The arrangement order of a high resistant sleeve member and a low
resistant sleeve member may be reverse to that above mentioned.
Further, gradient reproducibility can be also adjusted by selecting
an adequate electrical resistance of a toner transport member in
each developing device. It is understood that the present invention
offers wide freedom for designing a developing device.
This invention is exemplified by examples. FIG. 2 is a
cross-sectional view of a developing device of the present
invention. FIG. 3 is a perspective view of a first toner transport
member in the developing device of FIG. 2. The developing device
(1) adjoins a photoreceptor drum (100) driven rotatably in a
direction as shown by an arrow (a). The developer tank (2) is
composed of a cover at the upper side, a couple of side plates (4),
(4), and a frame (3) forming a case, and has a opening at a portion
facing the photoreceptor (100) so that a first developing device
(20) and a second developing device (30) may contact with the
photoreceptor (100). The first developing device (20) is as same as
the second developing device (30) in structure except material
quality of outer sleeve members (11) & (11)' as toner transport
members. Therefore, the first developing device (20) is explained
in detail for a example.
The driving roller (10) is formed cylindrically and made of an
electrically conductive material such as aluminium, stainless steel
or the like, with a developing bias voltage Vb being applied
thereto.
The outer sleeve member (11) as a toner transport member is formed
also cylindrically and has a peripheral length slightly longer than
that of the driving roller (10) so as to be loosely mounted
therearound. As the outer sleeve member (11), which has
flexibility, is used a soft resinous sheet, for example, of
polycarbonate, nylon, fluorine resin or the like, a sheet of such
resin including carbon or metallic fine particles or the like, a
metallic thin film of nickel, stainless steel, aluminium or the
like.
In this example, different electrical conductivity of each outer
sleeve member used in the two developing devices (20) and (30),
makes it possible to have various developing properties such as
complex developing properties of a two-component developing system
with a mono-component developing system.
As shown in FIG. 2, the driving roller (10) with an outer sleeve
member (11) loosely mounted therearound is provided with a rotary
shaft (10a) which is inserted into openings (7), (7) (the other is
not shown) defined in the side plates (4), (4) to be rotatably
supported thereby, with a driving source (not shown) being
drivingly connected to the rotary shaft (10a). Both end portion of
the driving roller (10) are located in concave portions (8) defined
in respective side plates (4), (4). The elastic guide pad (9) is
interposed, in each concave portion, between the side plate (4) and
each end portion of the outer sleeve member (11) so that the outer
sleeve member (11) may be brought into close contact with the
external surface of the driving roller (10).

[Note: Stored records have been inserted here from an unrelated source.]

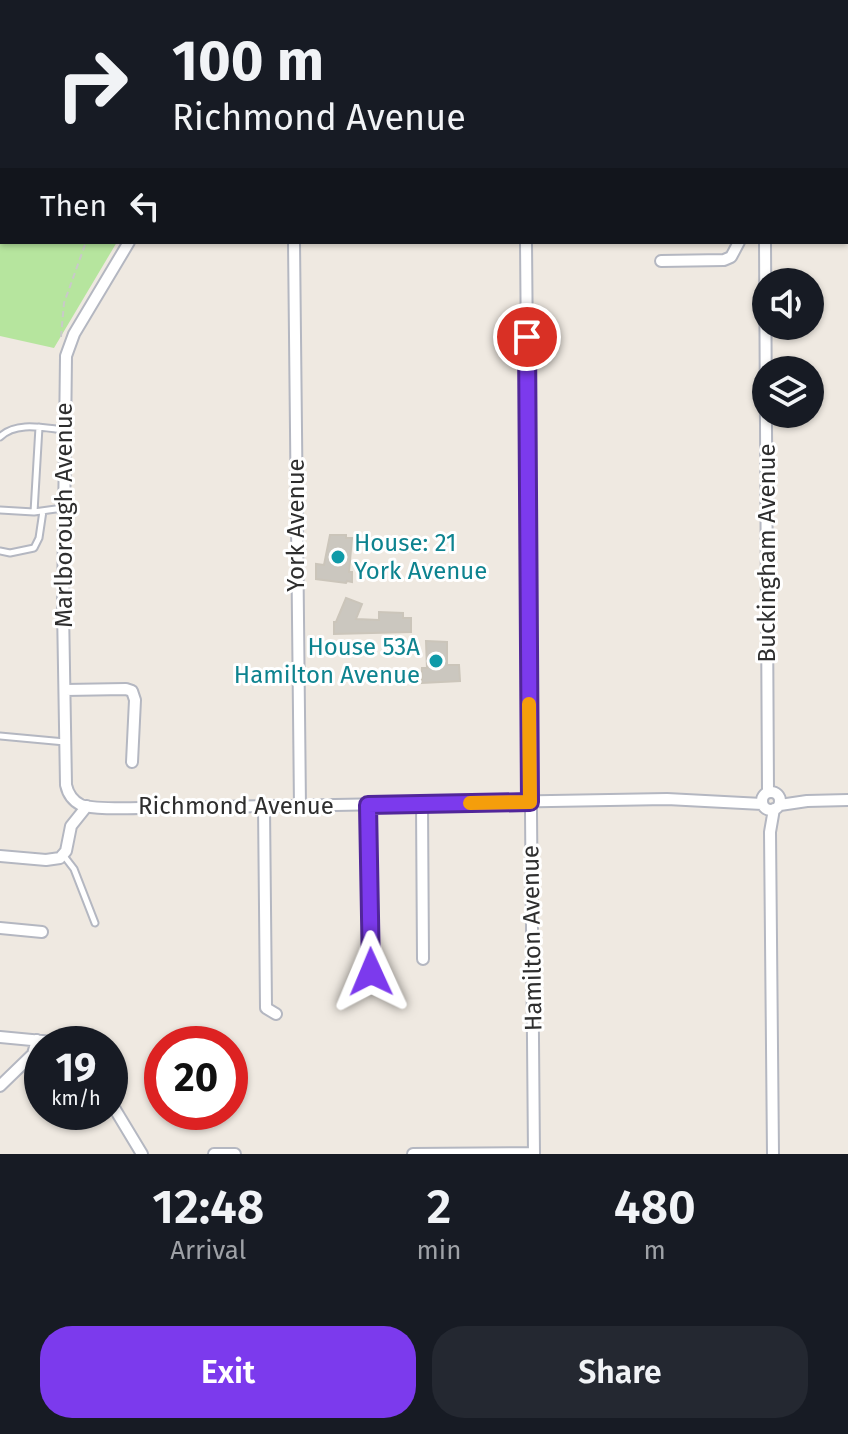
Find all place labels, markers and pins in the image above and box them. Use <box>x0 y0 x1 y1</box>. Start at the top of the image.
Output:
pin <box>493 303 561 371</box>
place label: House: 21 York Avenue <box>354 529 487 585</box>
marker: House: 21 York Avenue <box>329 548 347 566</box>
place label: House 53A Hamilton Avenue <box>234 633 420 689</box>
marker: House 53A Hamilton Avenue <box>427 652 445 670</box>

As the elastic guide pad (9) is used, for example, either of a
material such as polyacetal, polyethylene, nylon, phenol resin,
fluorine resin or the like, a member having a film of polyethylene,
nylon, Teflon (trademark for tetra fluoroethylene fluorocarbon
polymers used in trade and manufactured by Du Pont) or the like on
its contact surface with the outer sleeve member (11), or a foamed
material having such film on its surface.
The concave portion (8) defined in each cover (4) is open on the
side of the photoreceptor drum (100), i.e., on the front side (4a)
of the side cover (4), thus resulting in that there exists no guide
pad (9) at such portion.
Accordingly, a portion of the outer sleeve member (11) in contact,
on its one side, with the guide pad (9) is brought into close
contact on its other side, with the external surface of the driving
roller (10), and the other portion thereof located on the front
side (4a) of the side plate (4) is caused to protrude outwards so
that a space S may be defined between the outer sleeve member (11)
and the driving roller (10). This is because an excessive
peripheral portion of the outer sleeve member (11) having the
longer periphery than that of the driving roller (10) is collected
on such open side of the concave portion (8). Consequently, the
protruding portion of the outer sleeve member (11) covering the
space S is brought into contact, at its external surface, with the
peripheral surface of the photoreceptor drum (100).
It is to be noted here that the elastic guide pad (9), the driving
roller (10) and the outer sleeve member (11) are selected to
satisfy a relationship of .mu.1>.mu.2, where a dynamic
coefficient of friction between the external surface of the driving
roller (10) and the internal surface of the outer sleeve member
(11) is .mu.1, and that between the external surface of the outer
sleeve member (11) and the guide pad (9) is .mu.2.
Accordingly, when the driving roller (10) is caused to rotate in a
direction as shown by an arrow (b), the outer sleeve member (11)
rotates together with the rotation of the driving roller (10)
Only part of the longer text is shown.